*Work item*:
Search the records for the string "function" and copy every line where it turns up.

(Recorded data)
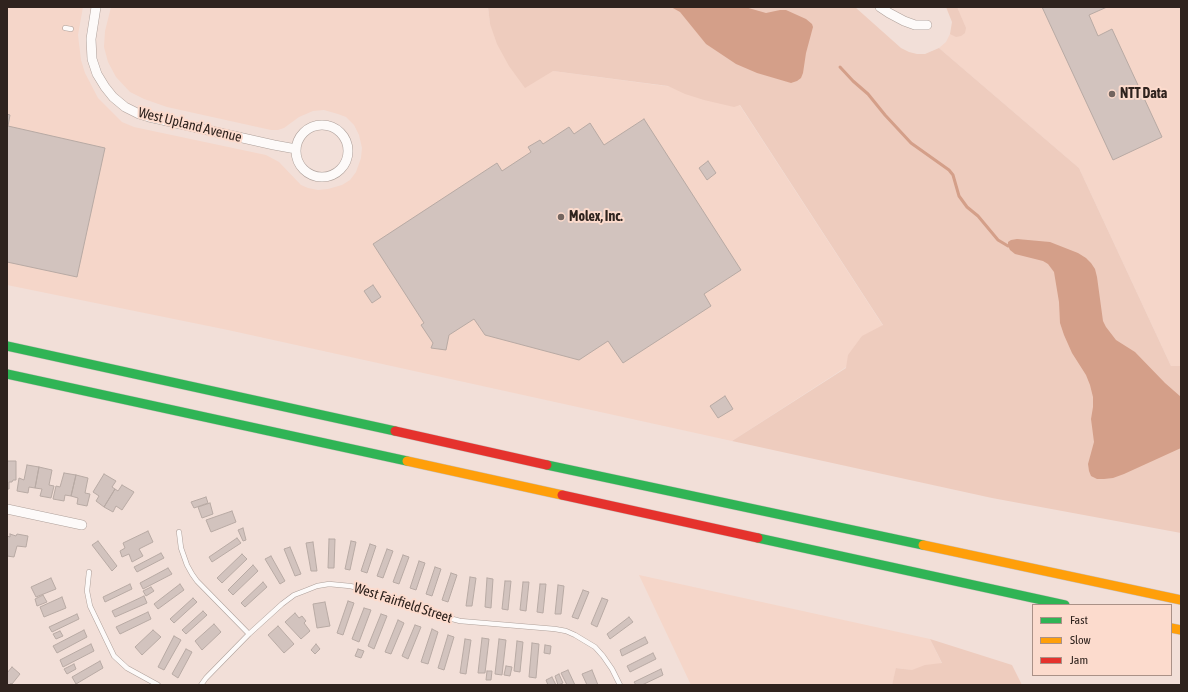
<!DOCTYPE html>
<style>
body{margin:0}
#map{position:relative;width:1188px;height:692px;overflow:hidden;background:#f2dfd8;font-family:"Asap Condensed",sans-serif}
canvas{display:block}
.frame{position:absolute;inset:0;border:8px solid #2f231e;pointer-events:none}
.legend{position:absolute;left:1032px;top:604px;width:140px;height:72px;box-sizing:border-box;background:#fcdbcd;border:1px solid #aa9187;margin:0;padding:5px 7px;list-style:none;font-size:12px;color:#2f231e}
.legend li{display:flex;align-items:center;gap:8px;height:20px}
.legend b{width:20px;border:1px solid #aa9187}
</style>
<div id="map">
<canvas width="1188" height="692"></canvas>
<div class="frame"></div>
<ul class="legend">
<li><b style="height:5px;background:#30b455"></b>Fast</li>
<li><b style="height:5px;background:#ff9f0a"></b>Slow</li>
<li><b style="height:5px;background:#e5322d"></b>Jam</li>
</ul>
</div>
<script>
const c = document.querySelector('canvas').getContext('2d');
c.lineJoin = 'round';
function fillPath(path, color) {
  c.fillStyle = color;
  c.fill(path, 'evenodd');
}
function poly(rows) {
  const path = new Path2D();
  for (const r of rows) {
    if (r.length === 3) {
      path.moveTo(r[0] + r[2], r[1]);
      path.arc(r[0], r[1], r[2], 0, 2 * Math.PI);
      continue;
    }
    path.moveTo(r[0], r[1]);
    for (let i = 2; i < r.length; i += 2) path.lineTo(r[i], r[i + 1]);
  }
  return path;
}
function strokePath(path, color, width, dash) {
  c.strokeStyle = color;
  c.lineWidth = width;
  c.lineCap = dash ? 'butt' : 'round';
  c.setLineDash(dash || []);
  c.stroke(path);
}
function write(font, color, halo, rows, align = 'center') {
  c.font = font + ' "Asap Condensed",sans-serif';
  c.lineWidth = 4;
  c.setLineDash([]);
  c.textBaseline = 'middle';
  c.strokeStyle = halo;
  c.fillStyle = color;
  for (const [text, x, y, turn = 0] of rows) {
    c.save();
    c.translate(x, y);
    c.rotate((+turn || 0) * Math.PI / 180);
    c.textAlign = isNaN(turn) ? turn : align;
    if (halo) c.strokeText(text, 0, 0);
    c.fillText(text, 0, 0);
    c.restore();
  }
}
fillPath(poly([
 [7,7,83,7,78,35,81,60,85,73,98,98,122,122,134,127,266,155,279,162,301,185,308,188,318,190,328,189,342,185,350,180,356,172,361,158,362,148,359,135,354,125,346,117,338,114,324,110,313,111,299,117,284,128,278,130,271,130,167,107,144,99,130,92,116,77,108,62,104,47,105,31,111,7,488,7,490,24,553,71,733,95,891,338,732,441,228,330,7,285],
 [948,7,1181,7,1181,366,1171,366,1079,168,939,48,946,42,952,30,952,18],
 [639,575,930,639,948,676,897,668,892,685,691,685]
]), '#f5d6c9');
fillPath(poly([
 [488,7,855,7,901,48,909,52,917,54,925,54,939,48,1079,168,1171,366,1181,366,1181,533,992,498,732,441,846,368,848,355,862,336,883,325,740,105,734,107,704,100,685,94,668,86,553,71,525,88,509,66,497,44,490,24],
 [946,7,957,7,966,28,965,33,961,36,956,37,950,34,952,22],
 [930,639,1012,665,1022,685,892,685,896,668,912,670,925,665,942,663]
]), '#eeccbe');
fillPath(poly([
 [671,7,745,7,766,13,780,10,786,10,806,19,812,24,813,27,806,53,803,73,801,78,797,81,791,83,757,73,736,64,706,44,680,12],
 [1017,239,1050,242,1078,253,1086,258,1091,263,1095,269,1097,277,1103,321,1106,327,1116,340,1135,352,1165,383,1181,397,1181,448,1124,474,1113,478,1104,479,1097,479,1091,476,1089,471,1088,464,1094,442,1091,419,1093,407,1093,397,1090,385,1086,375,1072,353,1064,335,1060,323,1059,302,1054,272,1048,264,1043,261,1015,254,1010,250,1008,246,1008,242,1011,240]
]), '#d49f89');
strokePath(poly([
 [840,67,853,81,868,94,885,115,911,143,949,170,953,175,959,196,967,207,978,216,998,240,1008,246]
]), '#d49f89', 3);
const building = poly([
 [1042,7,1107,7,1089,15,1098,36,1112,29,1162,137,1113,160,1042,7],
 [7,114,10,115,8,126,105,148,77,277,7,262,7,114],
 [644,119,741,270,704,294,711,306,623,363,608,341,579,360,485,335,474,319,449,335,446,350,431,348,433,343,421,325,424,323,373,244,497,163,502,171,531,152,528,147,540,140,543,144,569,127,574,134,590,123,604,145,644,119],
 [708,161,716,173,707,180,699,168,708,161],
 [373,285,381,297,372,303,364,291,373,285],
 [725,396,733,409,718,418,710,406,725,396],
 [7,461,16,461,16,480,13,480,12,482,9,482,9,489,7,489,7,461],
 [27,465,39,467,35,488,29,487,28,493,17,491,19,478,24,480,27,465],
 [39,467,52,470,49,485,54,486,51,498,40,496,42,489,35,488,39,467],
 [64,473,76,475,71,496,65,495,64,501,53,499,56,486,60,487,64,473],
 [104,474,116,481,112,487,115,489,104,507,96,501,99,496,93,492,104,474],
 [76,475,88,478,85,493,90,494,87,506,77,504,78,498,71,496,76,475],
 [122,485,134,492,122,510,116,506,113,512,104,507,115,489,118,491,122,485],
 [206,497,208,503,194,508,191,502,206,497],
 [210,503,213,514,202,518,198,507,210,503],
 [232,511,236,522,211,532,206,520,232,511],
 [243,528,246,540,243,541,238,530,243,528],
 [148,531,153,542,139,549,143,556,132,562,129,554,122,557,120,551,125,548,123,543,148,531],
 [10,534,16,536,17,534,28,536,26,547,17,546,14,557,7,556,7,536,10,537,10,534],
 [237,538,241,543,212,562,209,557,237,538],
 [329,539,335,539,334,568,328,568,329,539],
 [98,541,117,566,112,571,92,545,98,541],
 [351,541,356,542,350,570,345,569,351,541],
 [313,542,317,571,311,571,306,543,313,542],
 [370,544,376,546,367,573,361,571,370,544],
 [290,547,301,574,295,576,284,549,290,547],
 [387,549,393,551,383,578,377,576,387,549],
 [161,553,164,558,137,572,134,567,161,553],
 [242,554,247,559,222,583,217,578,242,554],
 [403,555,409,557,399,584,393,582,403,555],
 [271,556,285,581,280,584,265,559,271,556],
 [419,561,425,563,416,590,410,588,419,561],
 [253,565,258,571,233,595,228,590,253,565],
 [435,567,441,569,432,596,426,594,435,567],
 [168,568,172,574,143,589,140,583,168,568],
 [451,573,457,575,448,602,442,600,451,573],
 [470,577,476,578,472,606,466,606,470,577],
 [51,578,56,589,36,597,31,587,51,578],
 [487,578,493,579,491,608,485,607,487,578],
 [505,581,511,581,508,610,502,609,505,581],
 [263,582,267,587,245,607,241,603,263,582],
 [523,582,529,582,526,611,520,610,523,582],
 [130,584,132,589,105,602,103,597,130,584],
 [180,584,184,590,158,609,154,604,180,584],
 [540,584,546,584,543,613,537,612,540,584],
 [558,585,564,586,561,614,555,614,558,585],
 [151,587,154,591,146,596,143,591,151,587],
 [583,590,589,592,578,619,572,617,583,590],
 [43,595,47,602,37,606,35,599,43,595],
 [144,596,147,603,115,617,112,611,144,596],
 [62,597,66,608,44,617,40,607,62,597],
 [193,598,197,602,174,623,170,619,193,598],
 [602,598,608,600,597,627,591,624,602,598],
 [348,601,354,603,343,635,337,633,348,601],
 [325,602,330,626,317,628,313,604,325,602],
 [364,608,371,610,359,642,352,639,364,608],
 [203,611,207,615,186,634,182,630,203,611],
 [148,612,151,619,120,634,116,627,148,612],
 [295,613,299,618,302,616,306,621,304,623,310,631,301,639,285,622,295,613],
 [77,614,79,619,52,632,49,627,77,614],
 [381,614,387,616,374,649,368,646,381,614],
 [629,617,633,622,610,639,607,634,629,617],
 [398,620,404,623,391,654,385,652,398,620],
 [214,624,221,632,202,650,195,641,214,624],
 [415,625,421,627,408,659,402,656,415,625],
 [278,626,294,644,284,653,268,635,278,626],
 [432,629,438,632,428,664,421,662,432,629],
 [84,630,87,637,57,653,53,646,84,630],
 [153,630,161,637,142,655,135,647,153,630],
 [60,631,63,636,56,639,53,634,60,631],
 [448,635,454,637,444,670,438,668,448,635],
 [174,636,181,640,164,670,158,667,174,636],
 [645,637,648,643,622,656,620,650,645,637],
 [482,638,489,639,485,673,478,673,482,638],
 [465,639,471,640,466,674,460,673,465,639],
 [499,639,506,640,502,675,495,674,499,639],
 [517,641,523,642,520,672,514,671,517,641],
 [532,643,539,644,536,678,529,677,532,643],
 [91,644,94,651,63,667,60,660,91,644],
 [316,644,320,649,315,654,311,650,316,644],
 [545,645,551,646,550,654,544,653,545,645],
 [186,649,192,652,178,678,172,674,186,649],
 [358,649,364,651,361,658,355,656,358,649],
 [653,653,656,659,630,672,627,666,653,653],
 [100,661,103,668,76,684,72,677,100,661],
 [74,664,76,669,67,674,64,669,74,664],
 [506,666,512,667,510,676,504,675,506,666],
 [12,667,20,674,12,684,11,683,9,685,7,685,7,673,12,667],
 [661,669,663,675,642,685,636,685,634,682,661,669],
 [568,670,575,685,567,685,561,673,568,670],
 [592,670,598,685,587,685,582,674,592,670],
 [487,671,492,671,491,680,486,680,487,671],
 [559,674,563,683,558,685,555,676,559,674],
 [552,677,556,685,548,685,546,680,552,677]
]);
fillPath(building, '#d2c3be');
strokePath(building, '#b8aaa4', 1);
const lane = poly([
 [65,28,71,29],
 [179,532,181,548,187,565,192,574,197,581,249,634],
 [89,572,87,591,90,606,114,656,127,668,158,685],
 [201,685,206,678,249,634,282,604,294,595,307,590,317,586,329,584,350,586,363,589,434,614,460,621,555,629,566,631,575,635,595,647,603,656,612,669,620,685]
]);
const street = poly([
 [96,7,91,39,92,59,97,74,105,87,113,97,125,107,139,114,149,117,274,145,296,149],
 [880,7,889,13,904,21,915,25,927,25],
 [322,151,26],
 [7,509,82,525]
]);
const fast = poly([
 [7,346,395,431],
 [7,374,407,461],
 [547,465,923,545],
 [758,538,1065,605]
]);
const slow = poly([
 [407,461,562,495],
 [923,545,1181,600],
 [1171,628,1181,630]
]);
const jam = poly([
 [395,431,547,465],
 [562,495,758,538]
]);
strokePath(lane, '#aea09a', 5.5);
strokePath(street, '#aea09a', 10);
strokePath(fast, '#c9c0bb', 10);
strokePath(slow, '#c9c0bb', 10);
strokePath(jam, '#c9c0bb', 10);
strokePath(lane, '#fdfaf9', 4.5);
strokePath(street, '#fdfaf9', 9);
strokePath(fast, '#30b455', 9);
strokePath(slow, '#ff9f0a', 9);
strokePath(jam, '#e5322d', 9);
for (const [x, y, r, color] of [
 [1112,94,4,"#73655f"],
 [561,217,4,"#73655f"]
]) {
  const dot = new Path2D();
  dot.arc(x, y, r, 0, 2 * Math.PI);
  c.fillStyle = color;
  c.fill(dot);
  strokePath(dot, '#fcdbcd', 1.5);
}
write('bold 14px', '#2f231e', '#fcdbcd', [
 ["NTT Data",1120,94],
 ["Molex, Inc.",569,217]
], 'left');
write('14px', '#2f231e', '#fcdbcd', [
 ["West Upland Avenue",190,125,14],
 ["West Fairfield Street",403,603,18]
]);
</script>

*Response box*:
function fillPath(path, color) {
function poly(rows) {
function strokePath(path, color, width, dash) {
function write(font, color, halo, rows, align = 'center') {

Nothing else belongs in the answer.